WACO, TX — As colder temperatures are expected over the coming months, experts told 25 News that Texas could be in trouble again.
The first week of December will be sunny with temperatures in the 70s, but the colder months are on the way.
Critics said state officials have done little to prevent another winter blackout since February's arctic blast, raising the question that if the same event happens is the state prepared?
In February, bitter cold temperatures swept across the state leaving millions of Texans in the dark and the power grid without a backup plan. Crysta Castaneda, an attorney with a firm specializing in energy said, the main reason was due to weatherization.
"The natural gas production and delivery system had failures that kept the natural gas from getting to the power plant," Castaneda said. "Then once the power plant began to fail the natural gas delivery system relies on electricity to be able to produce it and wasn't enough electricity."
This created what she called an endless cycle of failure.
"I would anticipate between one to two Arctic outbreaks to hit sometime in January or February," said Chief Meteorologist Matt Hines.
If it does happen again, Castaneda said it won't be good.
"If we have the same time of weather event, we are almost guaranteed to have another failure," Castaneda said.
In response to the freeze, federal investigators and even ERCOT's own inspectors laid out new weatherization needs to withstand freezing temperatures.
"It can include things like adding chemicals to the gas stream to make sure the freezing point is lower, just like you would add antifreeze to your car," Castaneda said.
Gov. Abbott and other Texas Lawmakers passed legislation to make that happen. Abbott said everything that needed to be done was done to fix the grid, even guaranteeing the lights will stay on.

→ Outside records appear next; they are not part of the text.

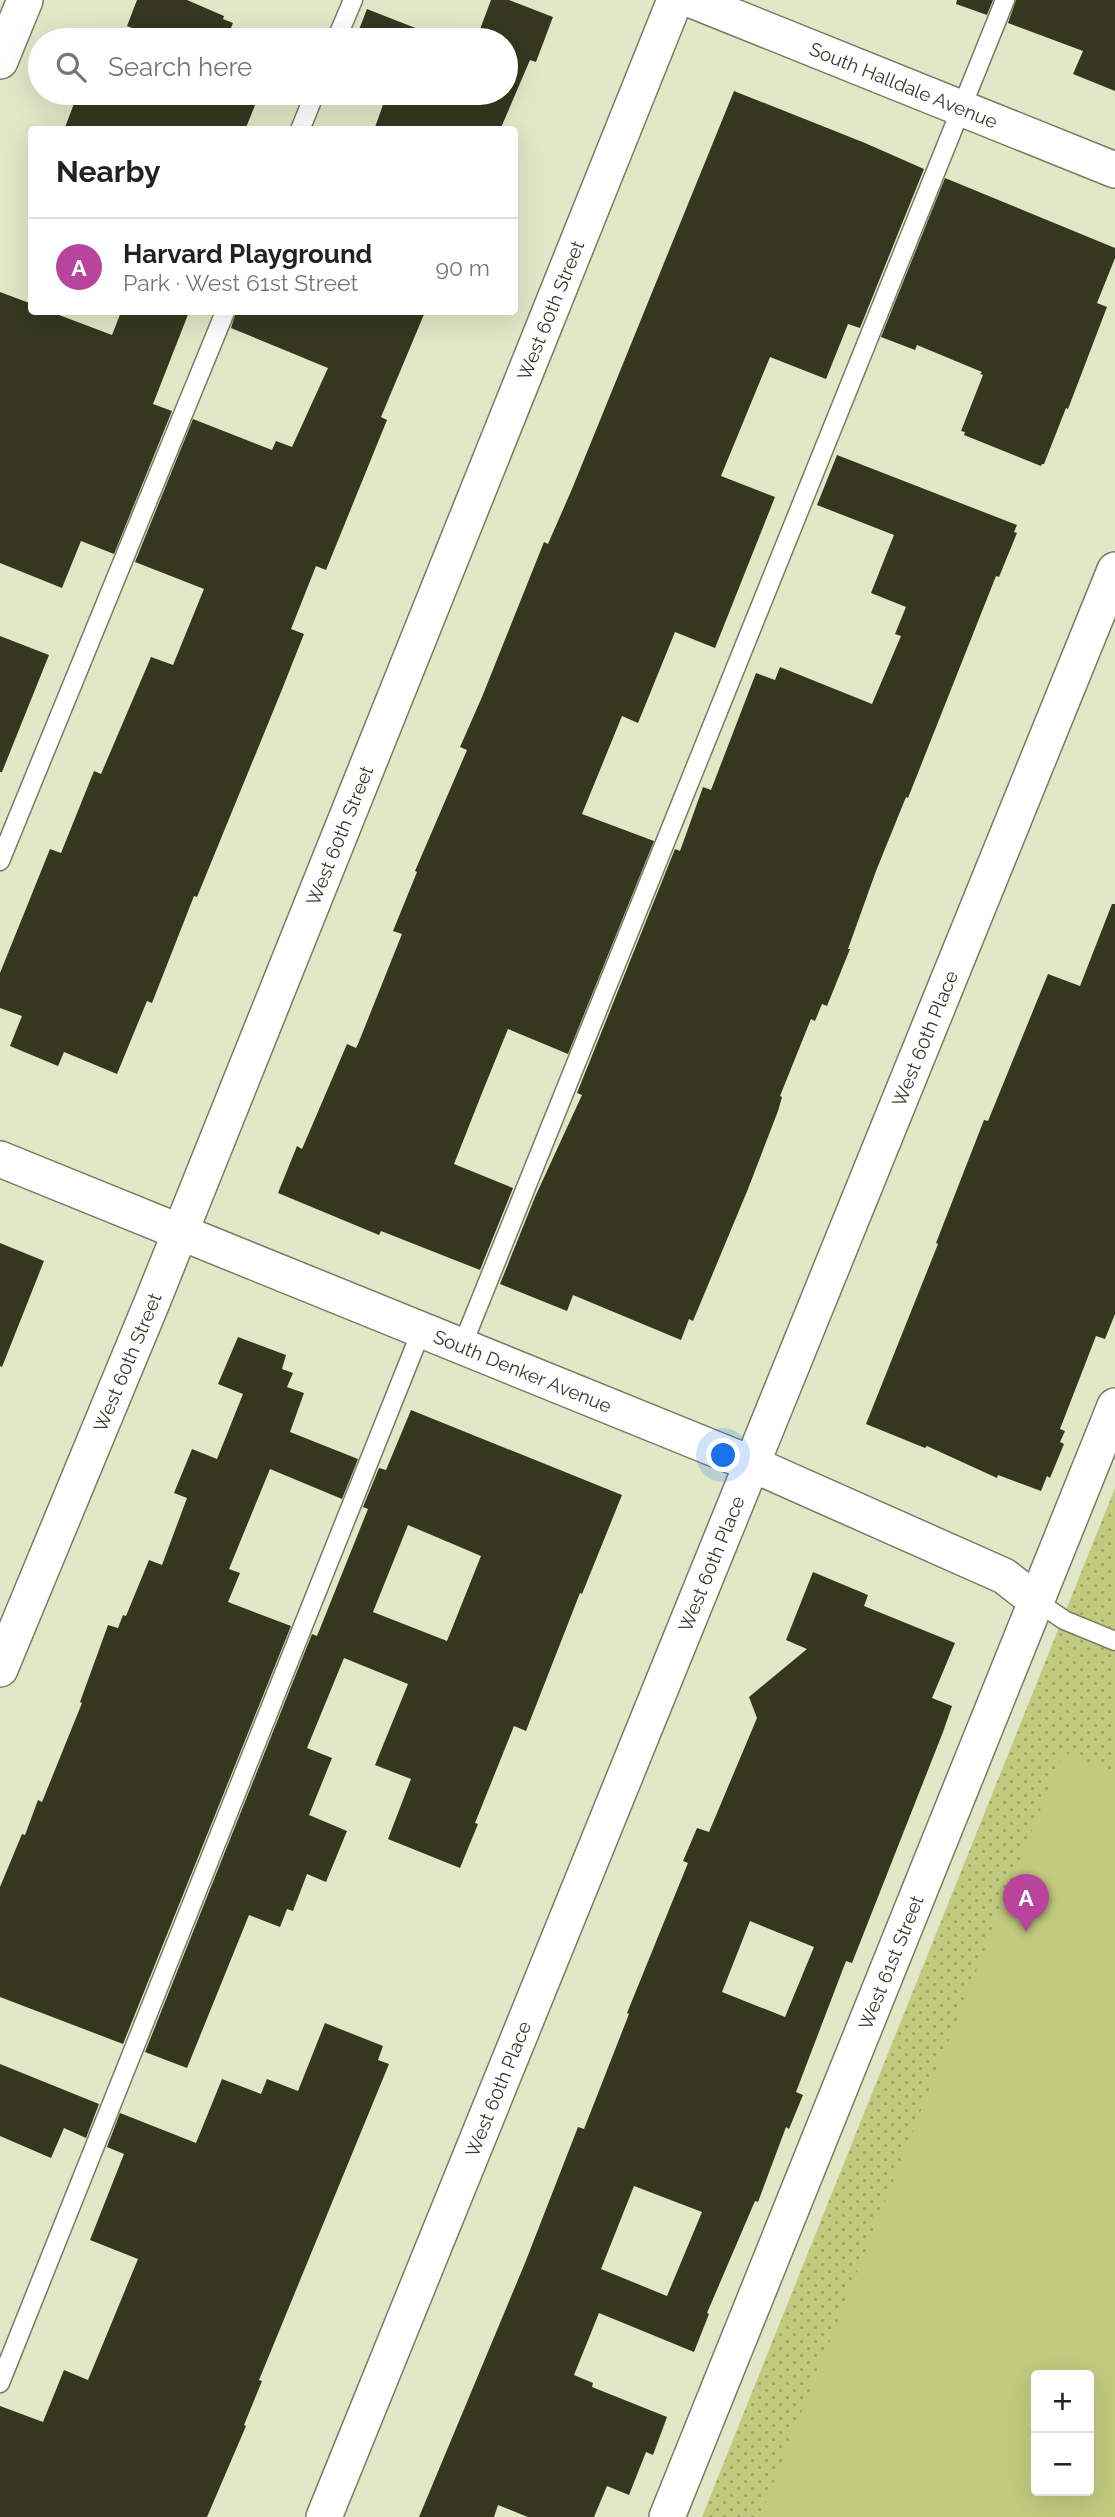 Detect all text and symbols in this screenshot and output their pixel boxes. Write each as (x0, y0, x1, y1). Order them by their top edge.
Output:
search box (28, 28, 518, 105)
street label: South Halldale Avenue (806, 37, 1001, 133)
icon: search (52, 48, 90, 86)
text: Search here (108, 52, 252, 82)
text: Nearby (56, 154, 160, 189)
street label: West 60th Street (513, 237, 588, 383)
text: Harvard Playground (123, 239, 372, 269)
text: A (71, 254, 87, 281)
text: 90 m (435, 254, 490, 281)
text: Park · West 61st Street (123, 269, 358, 296)
street label: West 60th Street (302, 762, 378, 908)
street label: West 60th Place (887, 967, 962, 1109)
street label: West 60th Street (89, 1289, 166, 1435)
street label: South Denker Avenue (430, 1325, 615, 1417)
your location (706, 1438, 740, 1472)
street label: West 60th Place (674, 1493, 749, 1635)
pin: A (1003, 1874, 1049, 1932)
street label: West 61st Street (854, 1891, 928, 2033)
street label: West 60th Place (461, 2018, 535, 2160)
map controls (1031, 2370, 1094, 2496)
button: + (1031, 2370, 1094, 2433)
button: − (1031, 2433, 1094, 2496) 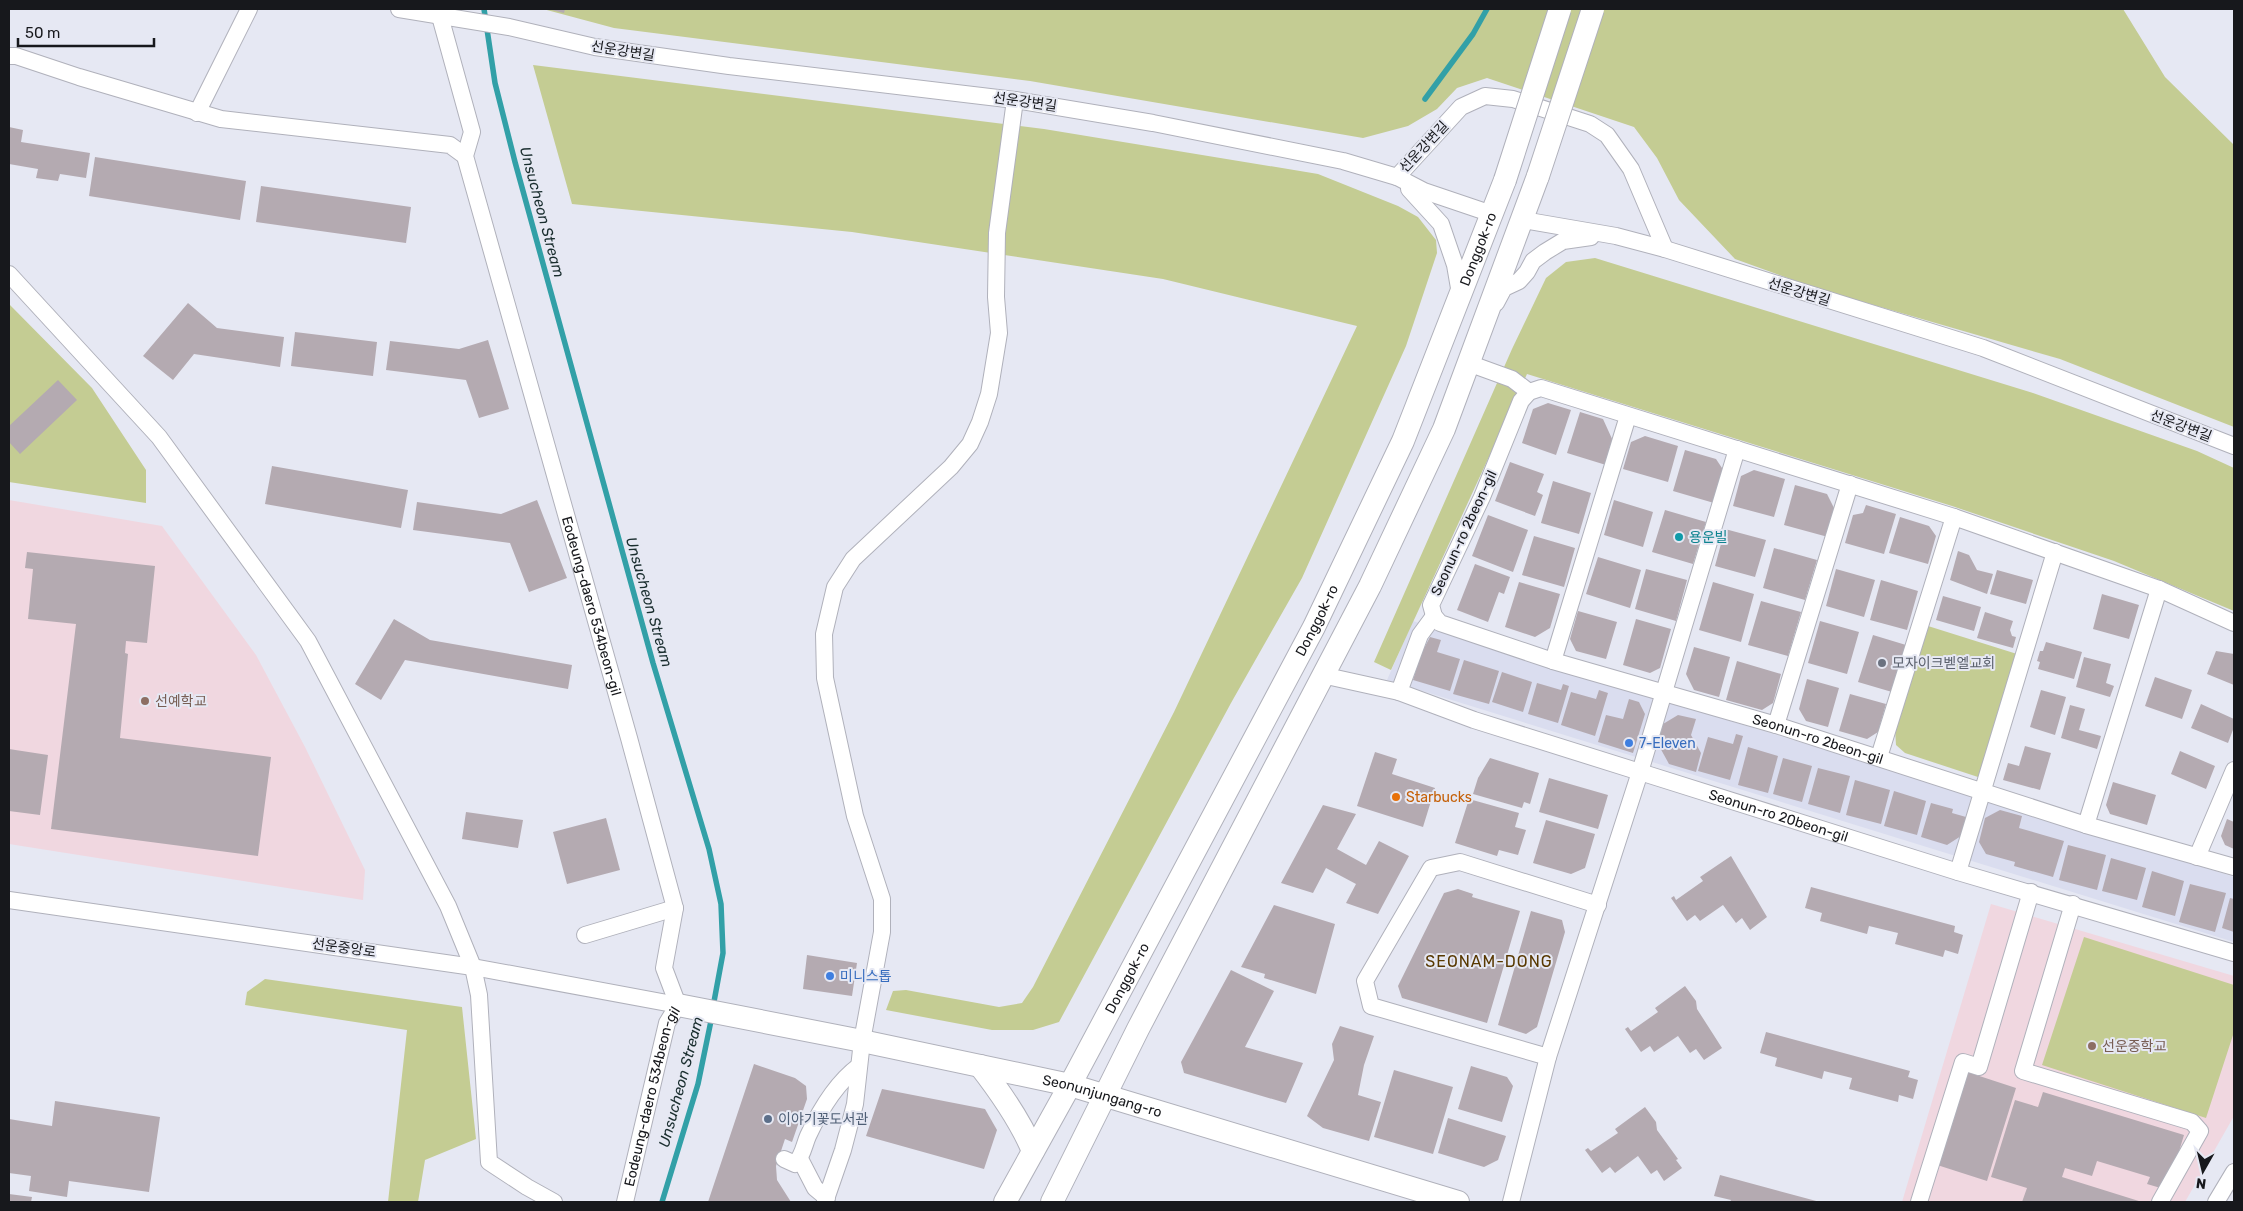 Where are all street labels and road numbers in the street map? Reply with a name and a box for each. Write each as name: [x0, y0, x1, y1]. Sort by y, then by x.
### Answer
street label: 선운강변길: [590, 38, 656, 64]
street label: 선운강변길: [992, 89, 1058, 115]
street label: 선운강변길: [1396, 118, 1452, 176]
street label: Donggok-ro: [1456, 210, 1500, 288]
street label: 선운강변길: [1766, 274, 1832, 310]
street label: 선운강변길: [2148, 407, 2214, 445]
street label: Seonun-ro 2beon-gil: [1428, 468, 1500, 598]
street label: Eodeung-daero 534beon-gil: [558, 514, 625, 697]
street label: Donggok-ro: [1292, 582, 1342, 659]
street label: Seonun-ro 2beon-gil: [1751, 710, 1885, 768]
street label: Seonun-ro 20beon-gil: [1707, 786, 1850, 845]
street label: 선운중앙로: [311, 935, 377, 961]
street label: Donggok-ro: [1101, 940, 1153, 1016]
street label: Eodeung-daero 534beon-gil: [620, 1003, 684, 1188]
street label: Seonunjungang-ro: [1041, 1071, 1164, 1121] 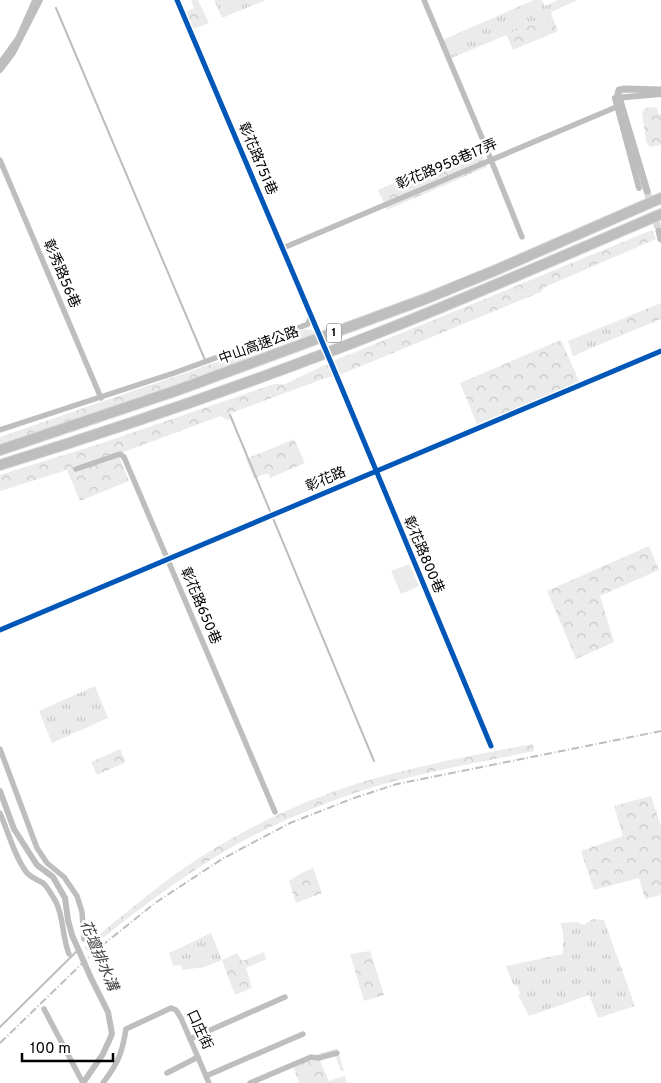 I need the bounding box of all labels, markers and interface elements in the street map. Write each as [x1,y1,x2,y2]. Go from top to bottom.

"We don't know what private companies are doing to protect their own supplies, but what we do know is that the Texas railroad commission that has oversight on winterization of our natural gas supplies has not done anything to require additional winterization," Castaneda said. "Abbott may prove to be right if we don't have another harsh winter event, but if we do have one I don't think everything that needed to be done has been done."